While studies occasionally reach incorrect conclusions, researchers can assist in correcting the record.
Photo by Pietro JengWhen it comes to clinical research, randomised, double-blind, placebo-controlled trials are the most effective sort of study.
But even a well-designed experiment can provide questionable results. A recent follow-up on a 2019 cardiovascular study termed REDUCE-IT is an excellent illustration of a lesson that can be learned. While novel medicines are the focus of many clinical trials such as this one, the selection of the placebo is equally crucial.
What made this study so compelling?
In this type of study, people are randomly put into one of two groups: the treatment being tested (like a new medicine) or a fake treatment (called a "placebo").
Neither study participants nor researchers are aware of who is receiving the active medication versus the placebo. In other words, they are both blind to group assignment, hence the term "double-blind. The treatment assignment is coded and kept secret until the end of the trial, or it is decoded at set times to check on the effectiveness or safety of the treatment.
This decreases the likelihood that researcher or participant expectations may influence study outcomes. This implies that any changes in health or side effects can be traced to the treatment—or lack thereof.
What you need to know about placebo treatment
Participants and researchers should not be able to distinguish between an active treatment and a placebo. Occasionally, though, individuals may be able to identify what they received. For instance, the active medication may have an unpleasant taste or an obvious adverse effect like diarrhoea.
The trial is no longer double-blind if this occurs. This suggests that expectations may influence outcomes. During or after a trial, researchers can test this by asking participants whether they believed they were receiving an active treatment or a placebo. If the responses appear random or if the participants respond with "I don't know," then blinding was successful.
Although a placebo should have no impact, this is not often the case.
The well-known placebo effect is a positive impact associated with an anticipation of benefit: if you tell someone that a pill can alleviate pain, some individuals will experience pain relief even though the medication is inactive.
The nocebo effect is a negative side effect caused by a placebo: if you inform someone that the placebo pill they are taking may induce diarrhoea, the expectation may cause some people to suffer diarrhoea. (The exact same placebo used in another trial may cause headaches if the individual is told of this side effect.)
REDUCE-IT highlights the significance of selecting a placebo with care.
REDUCE-IT is officially known as the Reduction of Cardiovascular Events With Icosapent Ethyl–Intervention Trial. The goal of the study was to find out if the drug icosapent ethyl could lower triglyceride levels to prevent heart attacks, strokes, and other cardiovascular diseases.
Triglycerides are a type of blood lipid. High triglycerides may increase the risk of heart disease, but doctors aren't sure if treatments that lower triglycerides prevent heart attacks and strokes.
Triglyceride levels were reduced in subjects who were administered the active medication. Cardiovascular disorders like heart attack and stroke were reduced by a whopping 25% when compared to the placebo group. Even cardiovascular mortality was reduced by 20% in the therapy group.

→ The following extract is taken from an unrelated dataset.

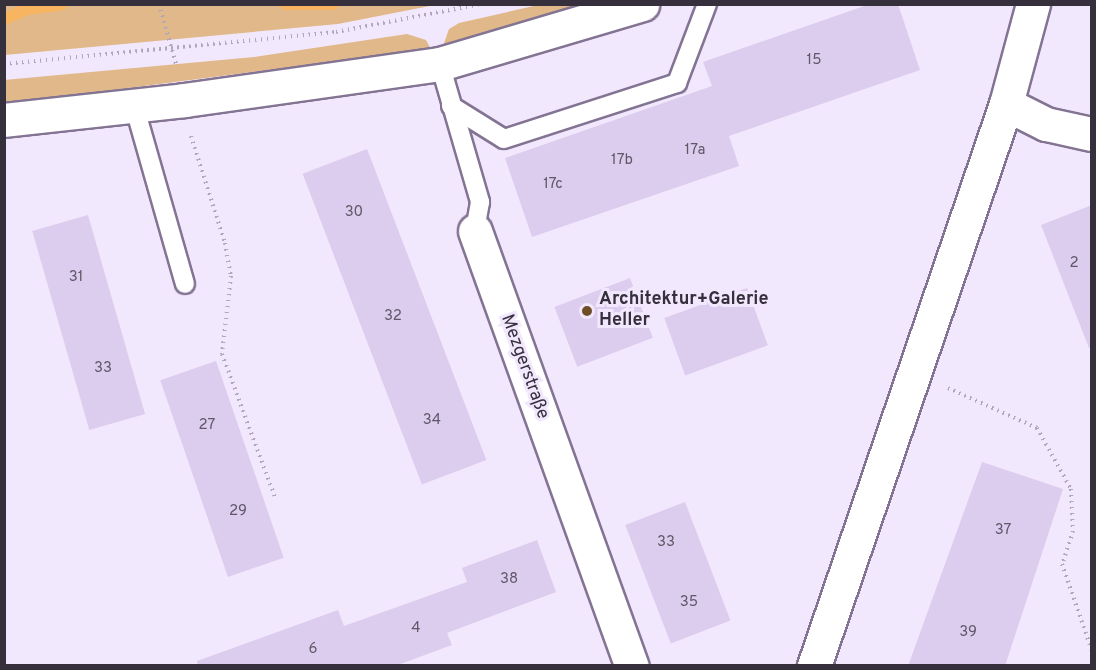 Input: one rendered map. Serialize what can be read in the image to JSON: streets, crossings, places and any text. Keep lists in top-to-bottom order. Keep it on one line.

Based on these facts, the FDA approved a drug label that said icosapent ethyl was good for people with heart disease who were at high risk.
But shortly after the 2019 study was published, doubts arose. The therapy group performed better than the placebo group, which is correct. But a close look at the results showed that this might have been because people in the placebo group had more heart attacks and strokes over time, not because people in the treatment group had less.
A subsequent investigation reveals a different outcome.
In response to these questions, the authors of the study conducted additional analyses. This time, the researchers examined blood biomarkers related to cardiovascular risk. The biomarker results of participants receiving the active medication showed little variation. But biomarkers got worse in the placebo group, which suggests that the apparent benefit of the medicine may have been caused by the bad effects of the placebo!
How may a placebo increase the risk of cardiovascular disease?
One hypothesis is that the mineral oil placebo used in this study inhibited the absorption of cholesterol-lowering statin medications, which can influence heart and blood vessel health. Still, this new analysis shows that people were right to be sceptical about the shocking results of the first study and that more research is needed.
The conclusion
For me, there are three takeaways from this story:
There are numerous ways for research to come to erroneous conclusions; a poor placebo choice is uncommon, but it appears to be the case here.
For medical research to be taken seriously, researchers must be willing to take criticism, re-evaluate their findings, and, if necessary, do more research.
In the case of REDUCE-IT, it appears that this self-correcting procedure was successful.
After the inaugural investigation of icosapent ethyl in 2019, there was considerable interest in the medicine. In light of this current analysis, though, this enthusiasm is likely to diminish. However, one thing should be made clear: science is not indecisive, as is commonly said. Revaluation and correction, when necessary, is how science is intended to function.
A placebo should have no direct biological effects on the individual receiving it. And it appears that this is where REDUCE-IT went wrong.